Other examples cited in the Staff Report relate to the activities of lead generators. In one law enforcement action, the FTC alleged that a lead generator conveyed a false affiliation with the United States military to get people thinking about careers in the armed forces to reveal personal information. Using text and visual cues, the company promised to use the information only for recruitment purposes. In fact, according to the complaint, the company sold the information as marketing leads to post-secondary schools for between $15 to $40 per lead.
The Staff Report recommends practices that would be more protective of consumers’ privacy choices:
- Companies should avoid default settings that lead to the collection and use of consumers’ information in ways they wouldn’t expect. Indeed, collecting information only when the business has a justified need would be more protective of consumer choice.
- Consumers shouldn’t have to navigate through multiple screens and dense verbiage to find a company’s privacy settings and learn about the data it collects and how it intends to use it. Rather than burying the information in a privacy policy or Terms of Service agreement, the better practice is to offer consumers choices at the time when they’re making decisions about their data.
- Companies should exercise particular care when sensitive consumer information is at stake – location, health information, and financial data, to name just a few examples.
- Lead generators must be honest about who they are, why they’re collecting consumer information, and what they plan to do with it. Furthermore, if the “product” a company sells includes sensitive data, they must take steps to screen prospective buyers and understand how the buyers intend to use it.
III. A Framework for the Future
Dark patterns raise special challenges for law enforcement agencies. Because dark patterns are covert, many consumers don’t realize they’ve been manipulated or misled and therefore may be less likely to report their experiences. Even when they learn of the deception, unwarranted feelings of embarrassment about being tricked may deter them from speaking out. That’s why we should encourage consumers to come forward either by reporting their experience to their state attorney general at consumerresources.org or telling their story at www.ReportFraud.ftc.gov.

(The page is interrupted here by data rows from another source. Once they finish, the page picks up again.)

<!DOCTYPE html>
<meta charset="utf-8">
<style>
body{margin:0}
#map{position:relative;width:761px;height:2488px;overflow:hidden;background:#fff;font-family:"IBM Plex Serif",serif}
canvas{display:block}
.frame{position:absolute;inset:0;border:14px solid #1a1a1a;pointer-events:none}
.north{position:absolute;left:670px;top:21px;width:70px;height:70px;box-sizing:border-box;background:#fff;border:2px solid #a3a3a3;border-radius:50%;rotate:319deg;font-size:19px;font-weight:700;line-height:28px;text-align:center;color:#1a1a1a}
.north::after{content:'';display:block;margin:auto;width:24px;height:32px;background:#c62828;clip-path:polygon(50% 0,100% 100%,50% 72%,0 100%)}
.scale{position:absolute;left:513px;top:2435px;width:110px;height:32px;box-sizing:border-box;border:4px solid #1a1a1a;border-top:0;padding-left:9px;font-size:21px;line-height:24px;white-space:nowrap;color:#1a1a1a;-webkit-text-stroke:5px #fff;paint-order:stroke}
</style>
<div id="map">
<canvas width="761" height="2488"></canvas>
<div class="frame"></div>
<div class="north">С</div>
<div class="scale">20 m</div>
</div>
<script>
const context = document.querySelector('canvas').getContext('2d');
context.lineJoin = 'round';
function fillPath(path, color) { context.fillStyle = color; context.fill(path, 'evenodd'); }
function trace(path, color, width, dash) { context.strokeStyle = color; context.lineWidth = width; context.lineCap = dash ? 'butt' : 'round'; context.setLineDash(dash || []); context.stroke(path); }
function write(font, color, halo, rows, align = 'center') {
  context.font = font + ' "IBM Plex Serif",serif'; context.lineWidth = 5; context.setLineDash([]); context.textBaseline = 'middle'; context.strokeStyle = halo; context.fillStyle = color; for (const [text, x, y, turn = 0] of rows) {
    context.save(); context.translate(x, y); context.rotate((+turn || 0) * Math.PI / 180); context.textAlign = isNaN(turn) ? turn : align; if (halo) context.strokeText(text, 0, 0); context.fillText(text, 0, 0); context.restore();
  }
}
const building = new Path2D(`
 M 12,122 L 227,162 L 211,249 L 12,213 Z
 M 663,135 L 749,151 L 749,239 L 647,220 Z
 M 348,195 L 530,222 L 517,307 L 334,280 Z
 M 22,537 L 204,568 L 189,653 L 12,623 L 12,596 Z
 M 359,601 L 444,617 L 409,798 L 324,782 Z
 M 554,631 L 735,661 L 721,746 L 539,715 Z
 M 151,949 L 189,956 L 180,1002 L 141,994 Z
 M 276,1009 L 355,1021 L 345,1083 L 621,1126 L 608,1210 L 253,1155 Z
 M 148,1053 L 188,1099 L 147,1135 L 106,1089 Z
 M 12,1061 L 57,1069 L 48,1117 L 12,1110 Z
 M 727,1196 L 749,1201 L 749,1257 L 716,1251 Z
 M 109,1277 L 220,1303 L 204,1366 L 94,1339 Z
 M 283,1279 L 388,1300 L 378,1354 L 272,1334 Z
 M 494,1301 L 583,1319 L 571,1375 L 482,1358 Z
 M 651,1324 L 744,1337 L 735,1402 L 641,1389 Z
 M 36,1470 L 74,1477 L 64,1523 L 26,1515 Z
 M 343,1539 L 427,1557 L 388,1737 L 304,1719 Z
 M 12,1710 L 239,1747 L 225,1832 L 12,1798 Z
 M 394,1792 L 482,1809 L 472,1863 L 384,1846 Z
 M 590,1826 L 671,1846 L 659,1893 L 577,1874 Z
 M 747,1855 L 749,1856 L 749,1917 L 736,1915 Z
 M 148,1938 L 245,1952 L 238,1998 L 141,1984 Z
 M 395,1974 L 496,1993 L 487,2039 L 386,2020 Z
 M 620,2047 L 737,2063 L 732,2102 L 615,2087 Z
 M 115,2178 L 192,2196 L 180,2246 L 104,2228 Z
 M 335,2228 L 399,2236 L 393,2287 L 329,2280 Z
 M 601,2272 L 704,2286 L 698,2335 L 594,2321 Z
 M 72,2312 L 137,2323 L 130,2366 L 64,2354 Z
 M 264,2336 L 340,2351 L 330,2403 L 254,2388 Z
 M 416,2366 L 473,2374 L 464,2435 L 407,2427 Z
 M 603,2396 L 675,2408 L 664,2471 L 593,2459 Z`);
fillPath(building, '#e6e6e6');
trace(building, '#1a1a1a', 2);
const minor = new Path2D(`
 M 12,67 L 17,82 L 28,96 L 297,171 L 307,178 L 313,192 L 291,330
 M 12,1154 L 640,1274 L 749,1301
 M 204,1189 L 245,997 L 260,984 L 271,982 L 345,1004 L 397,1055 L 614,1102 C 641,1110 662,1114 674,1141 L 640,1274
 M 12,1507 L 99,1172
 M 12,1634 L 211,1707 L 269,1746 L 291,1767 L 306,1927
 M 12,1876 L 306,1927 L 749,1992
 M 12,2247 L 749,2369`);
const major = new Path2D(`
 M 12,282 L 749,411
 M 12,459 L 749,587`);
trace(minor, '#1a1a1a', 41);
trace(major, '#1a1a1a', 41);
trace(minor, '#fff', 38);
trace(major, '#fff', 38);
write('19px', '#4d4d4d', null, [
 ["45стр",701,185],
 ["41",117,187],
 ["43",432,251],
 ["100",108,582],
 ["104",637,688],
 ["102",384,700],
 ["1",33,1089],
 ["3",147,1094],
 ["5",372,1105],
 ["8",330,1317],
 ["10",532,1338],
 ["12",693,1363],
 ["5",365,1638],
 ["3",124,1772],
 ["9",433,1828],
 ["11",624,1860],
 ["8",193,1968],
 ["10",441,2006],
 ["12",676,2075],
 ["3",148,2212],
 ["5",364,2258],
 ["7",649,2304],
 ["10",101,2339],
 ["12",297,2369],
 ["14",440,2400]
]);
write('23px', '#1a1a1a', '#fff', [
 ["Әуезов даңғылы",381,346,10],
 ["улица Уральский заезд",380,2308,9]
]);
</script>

Furthermore, experts are already sounding the alarm about the potential for pernicious dark patterns in new and evolving technologies, including augmented reality and virtual reality. Whether it was at the dawning of the Internet Age, the rise of mobile commerce and social media, or the emergence of privacy and data security as key consumer protection issues, federal and state agencies worked cooperatively to craft effective strategies for combating fraud and deception in emerging technologies. If our shared history teaches us anything, it’s that we protect consumers more effectively when we work together.
Sharing our own observations is an important step toward leveraging law enforcement and educational resources efficiently. We hope the Bringing Dark Patterns to Light Staff Report is a step in that direction. Be sure to check out Appendix A of the Staff Report, which includes a more detailed compilation of digital dark patterns. Appendix B features visual examples that can be used to alert consumers about how companies may try to use dark patterns to deceive them.